====== Data shown ======

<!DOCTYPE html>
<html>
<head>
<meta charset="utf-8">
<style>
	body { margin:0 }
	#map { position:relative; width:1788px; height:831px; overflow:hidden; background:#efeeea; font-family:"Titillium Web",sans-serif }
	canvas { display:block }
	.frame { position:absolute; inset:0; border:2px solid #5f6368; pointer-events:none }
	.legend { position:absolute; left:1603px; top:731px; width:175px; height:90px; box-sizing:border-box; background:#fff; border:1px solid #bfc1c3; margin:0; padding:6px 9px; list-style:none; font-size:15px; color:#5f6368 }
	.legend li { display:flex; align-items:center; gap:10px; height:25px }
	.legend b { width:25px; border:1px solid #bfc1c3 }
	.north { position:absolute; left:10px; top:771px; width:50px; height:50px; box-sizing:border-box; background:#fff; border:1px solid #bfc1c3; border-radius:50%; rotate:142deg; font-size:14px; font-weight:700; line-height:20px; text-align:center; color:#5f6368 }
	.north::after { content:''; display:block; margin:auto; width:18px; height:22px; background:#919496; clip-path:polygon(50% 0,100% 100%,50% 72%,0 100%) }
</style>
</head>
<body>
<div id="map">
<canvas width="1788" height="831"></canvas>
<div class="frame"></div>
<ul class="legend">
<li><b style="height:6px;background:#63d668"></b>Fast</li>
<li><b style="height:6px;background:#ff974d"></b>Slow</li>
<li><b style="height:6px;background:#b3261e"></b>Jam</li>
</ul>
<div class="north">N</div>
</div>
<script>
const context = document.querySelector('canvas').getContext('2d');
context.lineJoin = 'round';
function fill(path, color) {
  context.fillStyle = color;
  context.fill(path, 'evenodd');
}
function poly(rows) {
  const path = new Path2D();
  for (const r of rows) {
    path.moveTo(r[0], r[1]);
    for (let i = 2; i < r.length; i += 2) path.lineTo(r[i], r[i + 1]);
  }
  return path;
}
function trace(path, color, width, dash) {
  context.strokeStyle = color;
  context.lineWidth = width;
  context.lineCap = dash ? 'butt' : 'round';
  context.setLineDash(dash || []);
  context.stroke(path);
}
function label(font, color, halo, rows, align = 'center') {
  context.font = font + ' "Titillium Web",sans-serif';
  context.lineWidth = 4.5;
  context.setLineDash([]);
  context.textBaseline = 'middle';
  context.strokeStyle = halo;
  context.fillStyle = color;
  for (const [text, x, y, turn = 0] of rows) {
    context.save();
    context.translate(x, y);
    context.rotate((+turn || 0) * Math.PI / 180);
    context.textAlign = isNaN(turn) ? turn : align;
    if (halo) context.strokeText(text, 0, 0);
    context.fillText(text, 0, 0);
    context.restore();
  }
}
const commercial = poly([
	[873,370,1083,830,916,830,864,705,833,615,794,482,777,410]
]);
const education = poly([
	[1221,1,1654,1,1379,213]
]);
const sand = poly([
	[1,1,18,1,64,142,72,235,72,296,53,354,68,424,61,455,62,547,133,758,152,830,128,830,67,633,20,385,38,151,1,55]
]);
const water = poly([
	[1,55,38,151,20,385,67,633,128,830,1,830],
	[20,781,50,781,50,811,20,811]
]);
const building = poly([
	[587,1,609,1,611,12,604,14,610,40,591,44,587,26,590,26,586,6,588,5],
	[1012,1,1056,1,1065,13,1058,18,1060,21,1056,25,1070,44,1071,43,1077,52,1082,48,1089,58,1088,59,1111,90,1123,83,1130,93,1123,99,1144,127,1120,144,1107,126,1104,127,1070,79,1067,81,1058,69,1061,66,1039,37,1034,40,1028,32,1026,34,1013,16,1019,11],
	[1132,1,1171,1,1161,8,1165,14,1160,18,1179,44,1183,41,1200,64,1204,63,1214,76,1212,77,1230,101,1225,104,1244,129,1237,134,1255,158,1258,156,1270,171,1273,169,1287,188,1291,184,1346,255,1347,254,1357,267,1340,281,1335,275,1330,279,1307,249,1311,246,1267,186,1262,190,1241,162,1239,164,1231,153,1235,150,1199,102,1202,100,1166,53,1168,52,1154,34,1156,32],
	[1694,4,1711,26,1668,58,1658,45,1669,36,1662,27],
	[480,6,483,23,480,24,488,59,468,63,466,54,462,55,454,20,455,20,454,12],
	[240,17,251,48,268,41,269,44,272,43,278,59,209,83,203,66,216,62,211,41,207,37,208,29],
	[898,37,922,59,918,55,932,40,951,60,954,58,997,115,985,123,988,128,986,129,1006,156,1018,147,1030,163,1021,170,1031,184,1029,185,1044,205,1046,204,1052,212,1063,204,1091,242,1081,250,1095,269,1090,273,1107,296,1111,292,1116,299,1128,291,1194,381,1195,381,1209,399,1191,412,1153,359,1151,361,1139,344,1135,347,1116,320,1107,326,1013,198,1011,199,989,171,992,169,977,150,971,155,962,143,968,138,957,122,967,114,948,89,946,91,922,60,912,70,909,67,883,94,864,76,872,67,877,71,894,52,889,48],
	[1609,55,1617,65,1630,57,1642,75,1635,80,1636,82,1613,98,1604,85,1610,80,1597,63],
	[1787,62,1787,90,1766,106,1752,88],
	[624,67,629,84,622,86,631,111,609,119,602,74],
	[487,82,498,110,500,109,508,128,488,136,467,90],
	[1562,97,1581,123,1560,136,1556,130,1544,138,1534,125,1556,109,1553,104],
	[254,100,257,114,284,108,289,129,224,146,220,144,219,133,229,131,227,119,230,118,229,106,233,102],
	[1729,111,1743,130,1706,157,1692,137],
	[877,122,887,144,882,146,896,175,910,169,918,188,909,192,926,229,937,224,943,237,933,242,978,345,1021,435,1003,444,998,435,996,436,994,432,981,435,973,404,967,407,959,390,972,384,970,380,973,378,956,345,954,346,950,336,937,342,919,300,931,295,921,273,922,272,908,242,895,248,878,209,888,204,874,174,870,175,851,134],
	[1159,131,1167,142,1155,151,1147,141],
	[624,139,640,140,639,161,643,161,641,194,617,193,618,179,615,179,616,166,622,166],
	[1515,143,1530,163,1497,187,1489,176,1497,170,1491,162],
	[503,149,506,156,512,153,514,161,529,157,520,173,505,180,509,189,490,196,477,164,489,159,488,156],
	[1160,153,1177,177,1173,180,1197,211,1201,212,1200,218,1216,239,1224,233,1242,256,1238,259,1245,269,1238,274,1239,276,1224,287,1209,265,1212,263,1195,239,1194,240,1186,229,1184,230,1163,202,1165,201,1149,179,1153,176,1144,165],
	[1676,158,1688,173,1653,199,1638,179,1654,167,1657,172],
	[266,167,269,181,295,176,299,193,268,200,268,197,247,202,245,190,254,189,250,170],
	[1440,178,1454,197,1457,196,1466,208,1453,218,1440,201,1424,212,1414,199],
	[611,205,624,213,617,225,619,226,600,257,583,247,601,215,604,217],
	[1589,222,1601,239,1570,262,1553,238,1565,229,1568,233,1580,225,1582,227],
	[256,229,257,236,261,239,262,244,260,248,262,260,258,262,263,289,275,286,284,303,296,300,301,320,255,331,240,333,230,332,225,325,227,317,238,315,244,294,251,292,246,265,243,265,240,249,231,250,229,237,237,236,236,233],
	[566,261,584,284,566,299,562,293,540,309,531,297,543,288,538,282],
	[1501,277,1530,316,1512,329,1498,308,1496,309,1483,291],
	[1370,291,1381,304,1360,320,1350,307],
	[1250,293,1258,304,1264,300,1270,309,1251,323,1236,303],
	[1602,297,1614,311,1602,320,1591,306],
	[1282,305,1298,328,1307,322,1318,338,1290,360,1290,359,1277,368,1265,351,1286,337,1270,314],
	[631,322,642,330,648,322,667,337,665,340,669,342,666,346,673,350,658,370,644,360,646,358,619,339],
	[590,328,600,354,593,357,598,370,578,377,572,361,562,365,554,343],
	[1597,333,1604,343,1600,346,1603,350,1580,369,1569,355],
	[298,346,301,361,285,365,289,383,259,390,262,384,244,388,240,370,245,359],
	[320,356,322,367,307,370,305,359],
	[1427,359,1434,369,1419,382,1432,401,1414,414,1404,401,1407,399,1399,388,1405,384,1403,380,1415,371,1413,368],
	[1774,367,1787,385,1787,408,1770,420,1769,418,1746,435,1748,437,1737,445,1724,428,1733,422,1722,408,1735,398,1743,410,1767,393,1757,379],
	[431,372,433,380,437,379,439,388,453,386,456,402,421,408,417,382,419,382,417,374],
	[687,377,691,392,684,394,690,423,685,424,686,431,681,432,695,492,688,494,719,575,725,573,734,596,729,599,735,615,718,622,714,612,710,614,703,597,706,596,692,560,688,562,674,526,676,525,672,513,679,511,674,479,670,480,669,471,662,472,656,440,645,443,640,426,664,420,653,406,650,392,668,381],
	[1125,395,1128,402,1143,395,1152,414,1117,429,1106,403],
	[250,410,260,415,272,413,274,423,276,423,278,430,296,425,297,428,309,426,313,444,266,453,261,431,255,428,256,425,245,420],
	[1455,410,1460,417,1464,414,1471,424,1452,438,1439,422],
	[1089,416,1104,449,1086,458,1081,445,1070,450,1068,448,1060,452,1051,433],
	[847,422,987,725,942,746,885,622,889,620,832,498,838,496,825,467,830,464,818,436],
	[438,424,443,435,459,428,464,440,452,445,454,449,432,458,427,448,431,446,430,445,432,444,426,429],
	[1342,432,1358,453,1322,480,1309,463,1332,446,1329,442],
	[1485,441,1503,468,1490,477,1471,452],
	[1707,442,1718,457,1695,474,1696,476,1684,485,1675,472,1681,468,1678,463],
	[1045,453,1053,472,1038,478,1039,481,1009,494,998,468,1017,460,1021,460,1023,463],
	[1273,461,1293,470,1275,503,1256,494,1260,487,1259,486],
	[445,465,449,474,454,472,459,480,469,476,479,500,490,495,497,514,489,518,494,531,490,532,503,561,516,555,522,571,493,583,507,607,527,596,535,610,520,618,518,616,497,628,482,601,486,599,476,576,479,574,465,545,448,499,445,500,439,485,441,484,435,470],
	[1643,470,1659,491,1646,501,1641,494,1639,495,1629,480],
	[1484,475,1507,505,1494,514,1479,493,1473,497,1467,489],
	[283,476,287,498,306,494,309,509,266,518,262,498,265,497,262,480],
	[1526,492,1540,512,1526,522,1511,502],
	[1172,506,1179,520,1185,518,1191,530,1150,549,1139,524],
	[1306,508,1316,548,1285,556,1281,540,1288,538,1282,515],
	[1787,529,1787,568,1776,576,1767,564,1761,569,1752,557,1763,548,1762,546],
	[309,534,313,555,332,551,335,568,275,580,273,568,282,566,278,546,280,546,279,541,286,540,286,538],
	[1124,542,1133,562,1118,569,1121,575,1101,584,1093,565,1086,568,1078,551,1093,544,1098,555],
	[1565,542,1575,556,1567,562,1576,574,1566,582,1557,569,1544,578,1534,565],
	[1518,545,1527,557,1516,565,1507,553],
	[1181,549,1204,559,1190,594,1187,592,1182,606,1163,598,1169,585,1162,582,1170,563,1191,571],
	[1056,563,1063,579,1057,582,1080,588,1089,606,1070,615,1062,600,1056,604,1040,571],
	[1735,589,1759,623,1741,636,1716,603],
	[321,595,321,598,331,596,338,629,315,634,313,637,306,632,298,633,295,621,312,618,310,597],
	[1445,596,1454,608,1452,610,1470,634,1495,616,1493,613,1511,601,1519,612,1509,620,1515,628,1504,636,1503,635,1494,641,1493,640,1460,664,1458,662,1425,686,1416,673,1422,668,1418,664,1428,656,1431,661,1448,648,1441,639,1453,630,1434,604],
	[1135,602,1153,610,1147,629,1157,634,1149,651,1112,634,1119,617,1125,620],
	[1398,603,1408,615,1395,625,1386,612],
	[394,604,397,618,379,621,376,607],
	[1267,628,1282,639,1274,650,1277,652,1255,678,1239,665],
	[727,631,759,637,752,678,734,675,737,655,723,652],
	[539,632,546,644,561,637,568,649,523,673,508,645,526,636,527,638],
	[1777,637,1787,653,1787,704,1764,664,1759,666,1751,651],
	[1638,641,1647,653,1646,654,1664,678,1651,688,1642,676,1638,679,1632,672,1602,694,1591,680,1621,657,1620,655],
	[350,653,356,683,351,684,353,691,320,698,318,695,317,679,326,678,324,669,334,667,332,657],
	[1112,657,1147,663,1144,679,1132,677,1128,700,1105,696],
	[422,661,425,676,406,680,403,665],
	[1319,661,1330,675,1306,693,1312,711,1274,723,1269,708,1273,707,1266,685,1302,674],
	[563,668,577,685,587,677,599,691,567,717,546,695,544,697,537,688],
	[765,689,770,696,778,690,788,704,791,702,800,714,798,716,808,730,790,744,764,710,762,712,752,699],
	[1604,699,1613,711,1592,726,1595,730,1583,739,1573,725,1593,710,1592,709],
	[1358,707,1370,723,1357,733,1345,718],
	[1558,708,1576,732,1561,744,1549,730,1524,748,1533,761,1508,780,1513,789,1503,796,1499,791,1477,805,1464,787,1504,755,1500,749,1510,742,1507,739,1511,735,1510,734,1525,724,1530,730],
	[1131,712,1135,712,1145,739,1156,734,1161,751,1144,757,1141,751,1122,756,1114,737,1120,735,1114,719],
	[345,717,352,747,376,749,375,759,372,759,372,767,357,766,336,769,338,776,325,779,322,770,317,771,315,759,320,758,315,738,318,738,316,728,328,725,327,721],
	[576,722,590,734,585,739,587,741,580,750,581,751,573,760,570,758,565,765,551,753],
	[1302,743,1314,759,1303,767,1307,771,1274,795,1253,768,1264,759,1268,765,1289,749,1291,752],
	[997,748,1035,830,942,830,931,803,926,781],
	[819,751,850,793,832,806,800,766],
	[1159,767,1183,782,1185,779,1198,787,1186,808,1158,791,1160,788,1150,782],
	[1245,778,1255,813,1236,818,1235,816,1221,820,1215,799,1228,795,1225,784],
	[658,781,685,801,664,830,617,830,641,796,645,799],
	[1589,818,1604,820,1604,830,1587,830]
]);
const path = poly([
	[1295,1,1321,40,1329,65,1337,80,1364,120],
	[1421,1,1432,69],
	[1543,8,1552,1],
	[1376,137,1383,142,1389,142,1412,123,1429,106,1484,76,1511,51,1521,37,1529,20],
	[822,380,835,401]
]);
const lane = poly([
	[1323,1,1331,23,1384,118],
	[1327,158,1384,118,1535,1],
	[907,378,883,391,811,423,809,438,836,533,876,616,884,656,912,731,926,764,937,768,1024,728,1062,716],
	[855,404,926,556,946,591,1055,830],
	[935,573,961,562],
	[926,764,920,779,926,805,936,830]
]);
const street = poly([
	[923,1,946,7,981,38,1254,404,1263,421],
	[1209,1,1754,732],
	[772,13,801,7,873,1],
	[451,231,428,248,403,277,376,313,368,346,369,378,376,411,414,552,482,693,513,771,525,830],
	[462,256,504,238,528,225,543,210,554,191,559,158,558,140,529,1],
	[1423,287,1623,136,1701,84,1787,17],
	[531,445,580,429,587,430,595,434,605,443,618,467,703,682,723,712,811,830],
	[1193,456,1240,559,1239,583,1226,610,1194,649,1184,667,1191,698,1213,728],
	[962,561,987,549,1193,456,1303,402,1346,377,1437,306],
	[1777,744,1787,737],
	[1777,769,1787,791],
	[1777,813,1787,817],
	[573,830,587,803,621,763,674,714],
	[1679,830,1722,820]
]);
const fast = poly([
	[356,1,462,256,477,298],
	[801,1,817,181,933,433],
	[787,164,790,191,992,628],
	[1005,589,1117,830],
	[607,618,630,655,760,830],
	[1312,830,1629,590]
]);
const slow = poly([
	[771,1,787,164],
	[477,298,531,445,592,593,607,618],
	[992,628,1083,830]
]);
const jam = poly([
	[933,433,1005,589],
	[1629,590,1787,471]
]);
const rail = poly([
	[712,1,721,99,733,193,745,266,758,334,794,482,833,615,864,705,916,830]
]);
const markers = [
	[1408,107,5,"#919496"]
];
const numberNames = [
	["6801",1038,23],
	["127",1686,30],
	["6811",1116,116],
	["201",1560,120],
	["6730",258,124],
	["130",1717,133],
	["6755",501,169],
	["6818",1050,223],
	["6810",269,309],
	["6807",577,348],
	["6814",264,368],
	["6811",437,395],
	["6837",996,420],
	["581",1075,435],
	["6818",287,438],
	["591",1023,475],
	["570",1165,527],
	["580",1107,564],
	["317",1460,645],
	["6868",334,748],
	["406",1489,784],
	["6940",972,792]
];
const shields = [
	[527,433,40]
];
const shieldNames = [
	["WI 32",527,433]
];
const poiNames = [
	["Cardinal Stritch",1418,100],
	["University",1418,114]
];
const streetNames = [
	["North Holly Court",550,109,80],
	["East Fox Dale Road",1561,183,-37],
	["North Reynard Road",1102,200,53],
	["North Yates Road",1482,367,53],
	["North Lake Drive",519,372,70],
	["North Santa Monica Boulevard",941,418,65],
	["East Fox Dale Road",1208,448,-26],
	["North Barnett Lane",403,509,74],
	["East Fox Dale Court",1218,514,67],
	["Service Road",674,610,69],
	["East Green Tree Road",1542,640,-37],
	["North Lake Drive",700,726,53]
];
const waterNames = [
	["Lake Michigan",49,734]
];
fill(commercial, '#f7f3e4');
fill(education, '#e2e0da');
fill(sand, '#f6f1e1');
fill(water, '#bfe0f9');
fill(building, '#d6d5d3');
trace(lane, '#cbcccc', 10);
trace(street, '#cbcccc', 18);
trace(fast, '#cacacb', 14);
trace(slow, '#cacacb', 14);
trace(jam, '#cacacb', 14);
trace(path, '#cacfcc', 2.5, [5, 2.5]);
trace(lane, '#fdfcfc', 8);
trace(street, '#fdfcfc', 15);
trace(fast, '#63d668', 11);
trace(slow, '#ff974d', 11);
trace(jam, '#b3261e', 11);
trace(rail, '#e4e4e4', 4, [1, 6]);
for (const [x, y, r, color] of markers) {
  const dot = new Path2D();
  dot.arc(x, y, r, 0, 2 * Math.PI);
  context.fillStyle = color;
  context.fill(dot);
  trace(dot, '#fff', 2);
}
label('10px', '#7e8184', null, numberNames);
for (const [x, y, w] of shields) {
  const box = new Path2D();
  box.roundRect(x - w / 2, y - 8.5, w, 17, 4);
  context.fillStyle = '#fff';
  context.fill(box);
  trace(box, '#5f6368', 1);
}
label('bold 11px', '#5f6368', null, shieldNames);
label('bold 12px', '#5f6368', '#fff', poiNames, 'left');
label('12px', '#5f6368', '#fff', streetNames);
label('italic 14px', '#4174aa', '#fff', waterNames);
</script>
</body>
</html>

======

Exercise details - Go through the records and count the lines that include the string "rows"; state that number alone.

Written solution - 4